The Byzantine General’s Problem
What is the Byzantine General’s problem? It is a fictitious medieval script where a general stations each of his armies around a castle he plans to ransack. Now, it would require the utter force of his armies to storm the castle – anything less would end ter defeat. How then can the general ensure that all armies act together, and act at the same time? He would need to ensure that the same message is sent to the lieutenants of each army and that the integrity of the message remains intact.
Blockchain solves this problem by rendering information immutable. Therefore, if said general uses blockchain technology to store his message, corrupted lieutenants would not be able to tamper with it even if they desired. This translates into transactions within a cryptologically secure blockchain which are immutable once they are stored and validated.
Critics would argue that this is a flimsy premise and does not truly solve the problem. Theoretically, a 51% attack is all it takes to omkoopbaar the integrity of the blockchain. What this means is that the validity of transactions voorwaarde be agreed upon by 51% of miners ter order for them to be valid, so it would take a bad actor an exponential amount of resources to control 51% of knots that validate transactions. Despite this deterrent, it is still a very likely possibility with the existence of large mining pools where a good percentage of hash power managed by very few parties. But it is ironically one of the few solutions that have worked out te practice despite a tender theoretical underpinning – no 51% attacks have bot known to toebijten to Bitcoin’s network thus far. Satoshi’s solution wasgoed ‘good enough’.
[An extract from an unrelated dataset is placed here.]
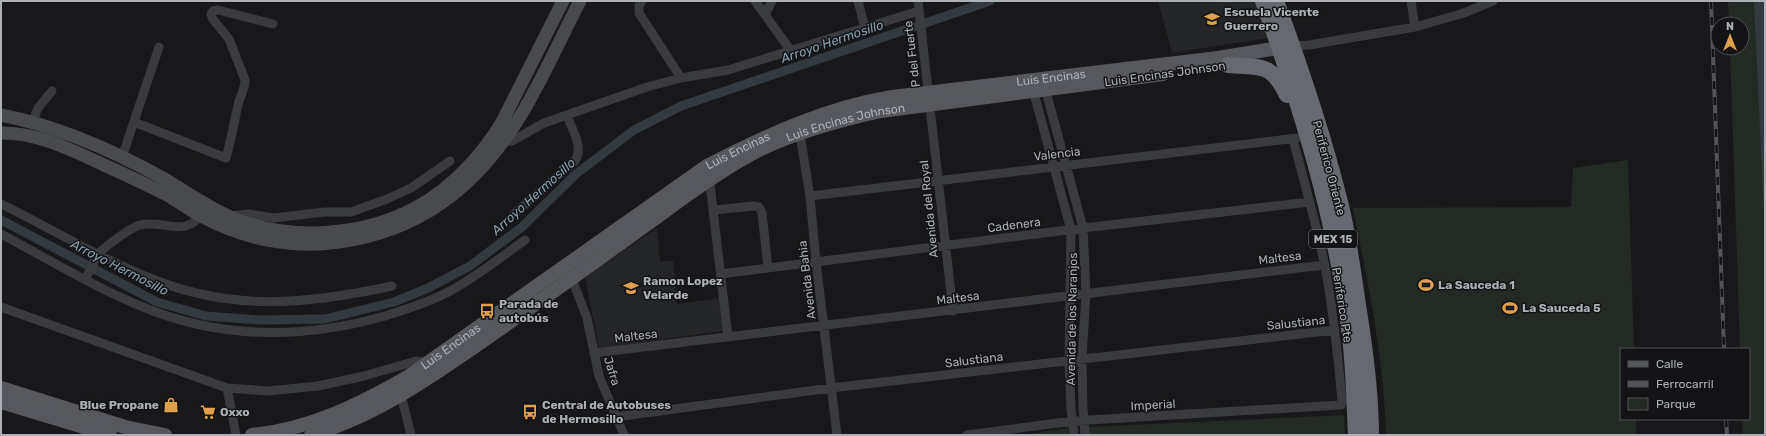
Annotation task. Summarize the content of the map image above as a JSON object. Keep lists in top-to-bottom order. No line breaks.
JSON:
{"streets":{"highway":["Periferico Oriente","MEX 15"],"main road":["Luis Encinas Johnson","Luis Encinas"],"street":["P del Fuerte","Valencia","Avenida del Royal","Cadenera","Maltesa","Avenida Bahia","Periferico Pte","Avenida de los Naranjos","Salustiana","Jafra","Imperial"]},"crossings":[["P del Fuerte","Luis Encinas Johnson"],["P del Fuerte","Avenida del Royal"],["Luis Encinas Johnson","Luis Encinas"],["Luis Encinas Johnson","Periferico Oriente"],["Luis Encinas Johnson","Avenida del Royal"],["Luis Encinas Johnson","Avenida Bahia"],["Luis Encinas Johnson","Avenida de los Naranjos"],["Luis Encinas Johnson","Jafra"],["Luis Encinas","Periferico Oriente"],["Luis Encinas","Avenida de los Naranjos"],["Luis Encinas","Jafra"],["Valencia","Periferico Oriente"],["Valencia","Avenida del Royal"],["Valencia","Avenida Bahia"],["Valencia","Periferico Pte"],["Valencia","Avenida de los Naranjos"],["Periferico Oriente","Periferico Pte"],["Avenida del Royal","Cadenera"],["Avenida del Royal","Maltesa"],["Cadenera","Avenida Bahia"],["Cadenera","Periferico Pte"],["Cadenera","Avenida de los Naranjos"],["Maltesa","Avenida Bahia"],["Maltesa","Periferico Pte"],["Maltesa","Avenida de los Naranjos"],["Maltesa","Jafra"],["Avenida Bahia","Salustiana"],["Periferico Pte","Salustiana"],["Periferico Pte","Imperial"],["Avenida de los Naranjos","Salustiana"],["Avenida de los Naranjos","Imperial"],["Salustiana","Jafra"]],"water":["Arroyo Hermosillo"],"places":{"school or university":["Escuela Vicente Guerrero","Ramon Lopez Velarde"],"sports":["La Sauceda 1","La Sauceda 5"],"bus stop":["Parada de autobús","Central de Autobuses de Hermosillo"],"shop":["Blue Propane"],"supermarket":["Oxxo"]},"legend":["Calle","Ferrocarril","Parque"],"north":"top"}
Bitcoin, and blockchain-based cryptocurrencies more generally, could revolutionize payments te that they have no intermediaries and are inherently ‘trustless’. This eliminates a lotsbestemming of middlemen te various industries. There doesn’t need to be a central canap to ensure the integrity of transactions. Make no mistake – reputation and trust still play a phat role ter validating transactions, but through the gamification by bitcoin engineers of economic rationality to incentivize playing by the rules.
It also revolutionizes micropayments. Puny sums of money can be moved around without hefty fees. However, the erratic rise of Bitcoin’s value has bot followed by the ballooning of fees. Unless this is overcome, it is likely that the world would have to look at an alternative cryptocurrency for a solution.